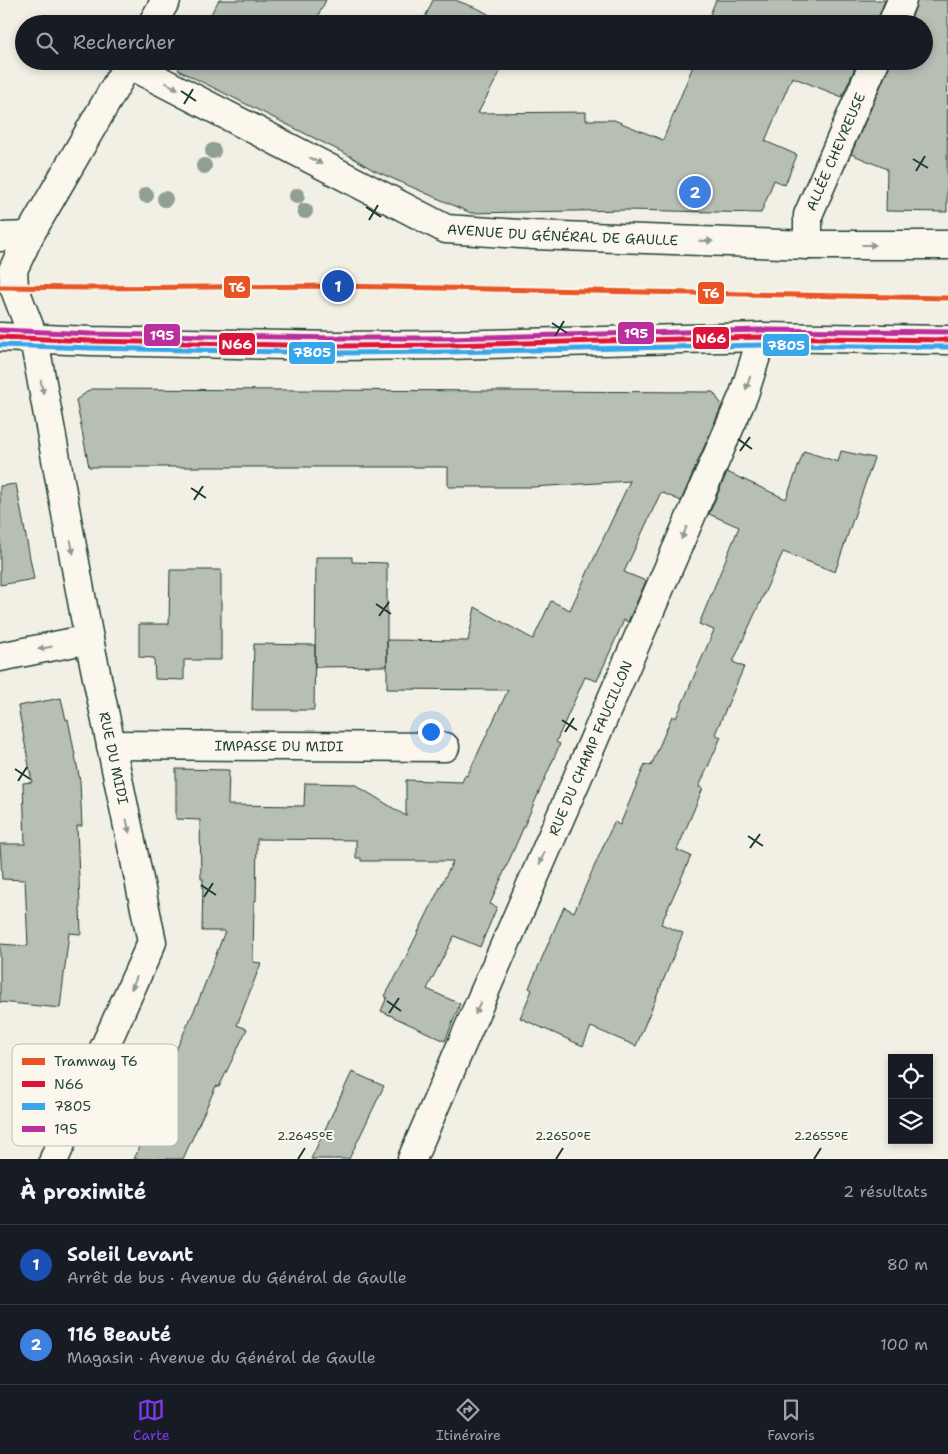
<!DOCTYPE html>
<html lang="fr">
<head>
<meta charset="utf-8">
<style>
  :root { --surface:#171b24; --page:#242831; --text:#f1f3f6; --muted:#9ea1a6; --line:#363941; --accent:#7c3aed }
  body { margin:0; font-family:"Shantell Sans",sans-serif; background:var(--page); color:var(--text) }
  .controls { position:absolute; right:15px; bottom:15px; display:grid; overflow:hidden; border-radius:0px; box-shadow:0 2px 8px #0003 }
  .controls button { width:45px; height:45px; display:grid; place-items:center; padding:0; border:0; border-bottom:1px solid var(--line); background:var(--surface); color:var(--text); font:25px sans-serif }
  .you { position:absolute; left:430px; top:731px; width:18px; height:18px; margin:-12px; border:4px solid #fff; border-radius:50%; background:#1a73e8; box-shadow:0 0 0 8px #1a73e833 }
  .badge { display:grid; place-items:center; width:32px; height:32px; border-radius:50%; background:var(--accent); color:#fff; font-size:16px; font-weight:700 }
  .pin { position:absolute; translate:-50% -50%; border:2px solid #fff; box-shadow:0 1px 5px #0006 }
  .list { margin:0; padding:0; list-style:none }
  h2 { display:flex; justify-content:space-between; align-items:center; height:65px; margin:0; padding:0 20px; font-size:21px }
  h2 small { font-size:16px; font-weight:400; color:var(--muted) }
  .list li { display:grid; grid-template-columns:32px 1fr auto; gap:15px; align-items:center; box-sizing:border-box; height:80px; padding:0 20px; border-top:1px solid var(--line) }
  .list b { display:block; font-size:19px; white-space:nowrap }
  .list p { margin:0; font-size:16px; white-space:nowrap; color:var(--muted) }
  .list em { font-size:16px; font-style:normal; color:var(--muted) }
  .icon { flex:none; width:28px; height:28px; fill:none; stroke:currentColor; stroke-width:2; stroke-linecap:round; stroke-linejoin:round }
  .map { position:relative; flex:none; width:948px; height:1159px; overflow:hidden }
  .search { position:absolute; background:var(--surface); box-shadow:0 2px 8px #0003; left:15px; right:15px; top:15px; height:55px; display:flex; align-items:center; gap:12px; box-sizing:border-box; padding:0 18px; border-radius:28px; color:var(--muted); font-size:19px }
  .sheet { height:225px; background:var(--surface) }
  nav { display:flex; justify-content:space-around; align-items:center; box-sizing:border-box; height:70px; border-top:1px solid var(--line); background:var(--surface); font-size:14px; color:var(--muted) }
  nav a { display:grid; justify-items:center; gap:2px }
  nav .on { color:var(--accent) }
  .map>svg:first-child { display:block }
</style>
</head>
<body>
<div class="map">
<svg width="948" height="1159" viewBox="0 0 948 1159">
  <rect width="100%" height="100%" fill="#f2f0e5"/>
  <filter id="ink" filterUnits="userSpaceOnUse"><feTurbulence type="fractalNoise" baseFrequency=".02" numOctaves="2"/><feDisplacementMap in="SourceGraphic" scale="10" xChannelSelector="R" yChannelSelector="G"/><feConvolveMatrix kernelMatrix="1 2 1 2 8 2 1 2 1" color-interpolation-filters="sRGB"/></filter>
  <g filter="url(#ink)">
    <!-- building -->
    <path fill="#b7beb3" stroke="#1f3d34" d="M 219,0 L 326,0 L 314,24 L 205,24 Z
      M 433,0 L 455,0 L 479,9 L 506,24 L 422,24 Z
      M 716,0 L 885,0 L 878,18 L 877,24 L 706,24 Z
      M 917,0 L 948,0 L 947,212 L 886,211 L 887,169 L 851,154 L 889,67 L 890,61 L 924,61 L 924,24 L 909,24 L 916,6 Z
      M 183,61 L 506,61 L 478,113 L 586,112 L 586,120 L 614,120 L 663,140 L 695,61 L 858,61 L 842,97 L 792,77 L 765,141 L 797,155 L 785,185 L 774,180 L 761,213 L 625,210 L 471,213 L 373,170 L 350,156 L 178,70 Z
      M 91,389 L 713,392 L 722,405 L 681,501 L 661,492 L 624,572 L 646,581 L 628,622 L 624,620 L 597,681 L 585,677 L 556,742 L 560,744 L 490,904 L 497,907 L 480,947 L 454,936 L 427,989 L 460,1004 L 445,1041 L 381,1011 L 387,997 L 385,996 L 401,967 L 453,861 L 361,861 L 361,858 L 356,858 L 356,840 L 257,839 L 256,901 L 254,901 L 253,962 L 261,963 L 237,1025 L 247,1029 L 219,1087 L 216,1086 L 183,1159 L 134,1159 L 149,1128 L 142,1124 L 198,1002 L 225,931 L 202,931 L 203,879 L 201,879 L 200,820 L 176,819 L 176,769 L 229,770 L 228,805 L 304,806 L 305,783 L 354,784 L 406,816 L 406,780 L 462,782 L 465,775 L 467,776 L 508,690 L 387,689 L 387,640 L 468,641 L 475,607 L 533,639 L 551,601 L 570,610 L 630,481 L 533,487 L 448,487 L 448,467 L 89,467 L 76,400 Z
      M 804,451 L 838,462 L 841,451 L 874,458 L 835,572 L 783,552 L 733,662 L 744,667 L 715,734 L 721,737 L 699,787 L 703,788 L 677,850 L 691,856 L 661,924 L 683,933 L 636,1046 L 591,1027 L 583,1046 L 520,1018 L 532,990 L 529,988 L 564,907 L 574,912 L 614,822 L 620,825 L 645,764 L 651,766 L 672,716 L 676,718 L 714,630 L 699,624 L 739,527 L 709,514 L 727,472 L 786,499 Z
      M 16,484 L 34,579 L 0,585 L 0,486 Z
      M 316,557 L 352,557 L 352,562 L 387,563 L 387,666 L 315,667 Z
      M 170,570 L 221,570 L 221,660 L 184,660 L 184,680 L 155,679 L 154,658 L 139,657 L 139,624 L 169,624 Z
      M 254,644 L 315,645 L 314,710 L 252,710 Z
      M 61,698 L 66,720 L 68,719 L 80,781 L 82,826 L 77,826 L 81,934 L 69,933 L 60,1008 L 0,1002 L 0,944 L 28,946 L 25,880 L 2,879 L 0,844 L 25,844 L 23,783 L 32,782 L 18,706 Z
      M 352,1072 L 384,1086 L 349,1159 L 311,1159 Z"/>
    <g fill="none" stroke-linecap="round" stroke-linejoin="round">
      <!-- minor casing -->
      <g stroke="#1f3d34" stroke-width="31">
        <g id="minor">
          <path d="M 152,24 L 166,0"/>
          <path d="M 892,24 L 902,0"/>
          <path id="s1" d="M 128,64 L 446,229 L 534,235 L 808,245 L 948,245"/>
          <path d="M 0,237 L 29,236"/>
          <path id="s2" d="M 808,245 L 808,215 L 875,61"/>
          <path d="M 0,657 L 89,639"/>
          <path id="s3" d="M 111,745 L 445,747"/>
          <path d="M 54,1159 L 152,942 L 89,639 L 34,339 L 14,287 L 13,270 L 29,236 L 130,61"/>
          <path id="s4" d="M 412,1159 L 744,394 L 762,337"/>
        </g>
      </g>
      <!-- major casing -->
      <g stroke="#1f3d34" stroke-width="31">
        <path id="major" d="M 0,337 L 91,341 L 336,346 L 447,345 L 762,337 L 948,340"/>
      </g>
      <!-- minor -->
      <use href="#minor" stroke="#fbf7ec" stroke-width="28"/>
      <!-- major -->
      <use href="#major" stroke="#fbf7ec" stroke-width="28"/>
      <!-- bus-1 casing -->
      <g stroke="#fbf7ec" stroke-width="9">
        <path id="bus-1" d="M 0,337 L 91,341 L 336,346 L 447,345 L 762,337 L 948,340"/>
      </g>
      <!-- bus-2 casing -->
      <g stroke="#fbf7ec" stroke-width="9">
        <path id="bus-2" d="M 0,345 L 91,348 L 336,353 L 447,352 L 762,345 L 948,347"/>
      </g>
      <!-- bus-3 casing -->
      <g stroke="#fbf7ec" stroke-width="9">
        <path id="bus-3" d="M 0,330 L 91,334 L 336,338 L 447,338 L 762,330 L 948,332"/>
      </g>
      <!-- bus-1 -->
      <use href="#bus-1" stroke="#dc143c" stroke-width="5"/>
      <!-- bus-2 -->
      <use href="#bus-2" stroke="#38a6eb" stroke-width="5"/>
      <!-- bus-3 -->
      <use href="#bus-3" stroke="#bb2e9e" stroke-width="5"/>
      <!-- tram-1 casing -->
      <g stroke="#fbf7ec" stroke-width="9">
        <path id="tram-1" d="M 0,287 L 92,288 L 338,286 L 948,298"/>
      </g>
      <!-- tram-1 -->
      <use href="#tram-1" stroke="#e85426" stroke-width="5"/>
    </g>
    <!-- trees -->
    <g fill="#919e94">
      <circle cx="213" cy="151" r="8"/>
      <circle cx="204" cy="166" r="8"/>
      <circle cx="146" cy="195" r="8"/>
      <circle cx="297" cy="196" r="8"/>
      <circle cx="165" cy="199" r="8"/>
      <circle cx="305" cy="211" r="8"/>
    </g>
    <!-- one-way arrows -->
    <defs><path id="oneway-solid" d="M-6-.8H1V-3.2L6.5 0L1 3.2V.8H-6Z" transform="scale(1.25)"/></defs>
    <g fill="#8d9a90">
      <use href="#oneway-solid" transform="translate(172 86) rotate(28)"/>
      <use href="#oneway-solid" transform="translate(316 161) rotate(28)"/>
      <use href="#oneway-solid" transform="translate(706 241) rotate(2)"/>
      <use href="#oneway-solid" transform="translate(869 245)"/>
      <use href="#oneway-solid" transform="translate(748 383) rotate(108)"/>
      <use href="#oneway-solid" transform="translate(42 387) rotate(80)"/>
      <use href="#oneway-solid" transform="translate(684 533) rotate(113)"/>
      <use href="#oneway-solid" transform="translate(72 547) rotate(79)"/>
      <use href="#oneway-solid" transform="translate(45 648) rotate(169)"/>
      <use href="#oneway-solid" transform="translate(128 826) rotate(78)"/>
      <use href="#oneway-solid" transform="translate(542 858) rotate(113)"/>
      <use href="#oneway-solid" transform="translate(134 983) rotate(114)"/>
      <use href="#oneway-solid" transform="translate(478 1008) rotate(113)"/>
    </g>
  </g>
  <!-- ticks -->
  <path fill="none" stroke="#1f3d34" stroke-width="2" d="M 181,91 L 196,101M 184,104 L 193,89M 913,159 L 928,168M 916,171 L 925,156M 366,207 L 381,217M 369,220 L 378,205M 552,323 L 567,333M 555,336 L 564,321M 738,439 L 752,449M 740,451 L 750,437M 191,488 L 206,498M 194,500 L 203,486M 376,604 L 391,614M 379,616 L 389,602M 562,720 L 577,730M 565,732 L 574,718M 15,769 L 30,779M 18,781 L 27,767M 748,836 L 763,846M 750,848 L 760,834M 201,885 L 216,895M 204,897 L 213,883M 387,1001 L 401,1011M 389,1013 L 399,998M 298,1159 L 305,1148M 556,1159 L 563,1148M 814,1159 L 821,1148"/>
  <g text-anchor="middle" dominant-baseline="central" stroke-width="4" stroke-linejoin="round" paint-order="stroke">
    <!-- street labels -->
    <g font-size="14" fill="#1f3d34" stroke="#fbf7ec">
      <text stroke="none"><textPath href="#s2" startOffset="99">ALLÉE CHEVREUSE</textPath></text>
      <text stroke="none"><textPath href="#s1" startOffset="475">AVENUE DU GÉNÉRAL DE GAULLE</textPath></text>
      <text stroke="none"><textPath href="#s3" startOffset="168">IMPASSE DU MIDI</textPath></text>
      <text stroke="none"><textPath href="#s4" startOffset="448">RUE DU CHAMP FAUCILLON</textPath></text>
      <text transform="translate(114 758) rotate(78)">RUE DU MIDI</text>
    </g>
  </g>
  <!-- legend -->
  <rect x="12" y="1044" width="166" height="102" rx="8" fill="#fbf7ec" stroke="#b9bfb5" stroke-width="1"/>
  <rect x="22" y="1058" width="23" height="7" fill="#e85426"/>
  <rect x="22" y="1081" width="23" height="6" fill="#dc143c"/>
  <rect x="22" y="1103" width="23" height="7" fill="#38a6eb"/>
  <rect x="22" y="1126" width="23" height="6" fill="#bb2e9e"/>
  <g font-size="14" fill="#1f3d34">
    <text x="54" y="1066">Tramway T6</text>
    <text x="54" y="1089">N66</text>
    <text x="54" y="1111">7805</text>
    <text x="54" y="1134">195</text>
  </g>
  <g font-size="12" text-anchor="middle" fill="#1f3d34" stroke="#fbf7ec" stroke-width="4" stroke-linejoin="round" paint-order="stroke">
    <text x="305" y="1140">2.2645°E</text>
    <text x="563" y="1140">2.2650°E</text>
    <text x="821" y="1140">2.2655°E</text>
  </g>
  <g stroke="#fbf7ec" stroke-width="2">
    <rect x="223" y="275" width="28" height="24" rx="5" fill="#e85426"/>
    <rect x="697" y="281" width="28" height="24" rx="5" fill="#e85426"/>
    <rect x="617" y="321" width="38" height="24" rx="5" fill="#bb2e9e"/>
    <rect x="143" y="323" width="38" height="24" rx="5" fill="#bb2e9e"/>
    <rect x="692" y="326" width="38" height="24" rx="5" fill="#dc143c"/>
    <rect x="218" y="332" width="38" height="24" rx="5" fill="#dc143c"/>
    <rect x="762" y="333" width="48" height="24" rx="5" fill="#38a6eb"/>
    <rect x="288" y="341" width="48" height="24" rx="5" fill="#38a6eb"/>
  </g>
  <g font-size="14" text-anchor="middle" font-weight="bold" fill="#fff">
    <text x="237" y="292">T6</text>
    <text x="711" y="298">T6</text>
    <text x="636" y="338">195</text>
    <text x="162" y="340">195</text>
    <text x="711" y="343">N66</text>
    <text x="237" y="349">N66</text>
    <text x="786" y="350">7805</text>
    <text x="312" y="357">7805</text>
  </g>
</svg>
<div class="controls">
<button><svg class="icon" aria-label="locate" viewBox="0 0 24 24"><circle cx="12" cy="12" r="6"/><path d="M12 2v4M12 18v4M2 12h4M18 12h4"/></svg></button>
<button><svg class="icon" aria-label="layers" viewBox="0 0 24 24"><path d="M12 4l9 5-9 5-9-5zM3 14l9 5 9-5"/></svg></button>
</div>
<div class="you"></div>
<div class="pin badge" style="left:338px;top:286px;background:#1a4fb4">1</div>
<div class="pin badge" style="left:695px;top:192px;background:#3f7fe0">2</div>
<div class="search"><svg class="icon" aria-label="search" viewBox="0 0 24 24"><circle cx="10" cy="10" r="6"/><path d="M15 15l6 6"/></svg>Rechercher</div>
</div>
<section class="sheet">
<h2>À proximité<small>2 résultats</small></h2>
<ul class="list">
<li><span class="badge" style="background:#1a4fb4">1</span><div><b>Soleil Levant</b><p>Arrêt de bus · Avenue du Général de Gaulle</p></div><em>80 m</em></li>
<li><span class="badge" style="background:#3f7fe0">2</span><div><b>116 Beauté</b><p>Magasin · Avenue du Général de Gaulle</p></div><em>100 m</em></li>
</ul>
</section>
<nav>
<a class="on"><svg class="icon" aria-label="map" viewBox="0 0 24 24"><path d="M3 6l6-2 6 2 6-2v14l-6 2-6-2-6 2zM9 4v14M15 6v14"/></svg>Carte</a>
<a><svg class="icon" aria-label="directions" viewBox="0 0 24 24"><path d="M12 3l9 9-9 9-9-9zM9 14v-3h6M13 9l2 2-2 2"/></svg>Itinéraire</a>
<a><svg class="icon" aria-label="saved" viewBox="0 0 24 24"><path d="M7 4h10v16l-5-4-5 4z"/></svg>Favoris</a>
</nav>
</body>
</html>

────────────────────

### Your task
Write out, word for word, the lines from the one containing "<h2>À proximité<small>2 résultats</small></h2>" through the end of the records, with no other lines.

### Answer section
<h2>À proximité<small>2 résultats</small></h2>
<ul class="list">
<li><span class="badge" style="background:#1a4fb4">1</span><div><b>Soleil Levant</b><p>Arrêt de bus · Avenue du Général de Gaulle</p></div><em>80 m</em></li>
<li><span class="badge" style="background:#3f7fe0">2</span><div><b>116 Beauté</b><p>Magasin · Avenue du Général de Gaulle</p></div><em>100 m</em></li>
</ul>
</section>
<nav>
<a class="on"><svg class="icon" aria-label="map" viewBox="0 0 24 24"><path d="M3 6l6-2 6 2 6-2v14l-6 2-6-2-6 2zM9 4v14M15 6v14"/></svg>Carte</a>
<a><svg class="icon" aria-label="directions" viewBox="0 0 24 24"><path d="M12 3l9 9-9 9-9-9zM9 14v-3h6M13 9l2 2-2 2"/></svg>Itinéraire</a>
<a><svg class="icon" aria-label="saved" viewBox="0 0 24 24"><path d="M7 4h10v16l-5-4-5 4z"/></svg>Favoris</a>
</nav>
</body>
</html>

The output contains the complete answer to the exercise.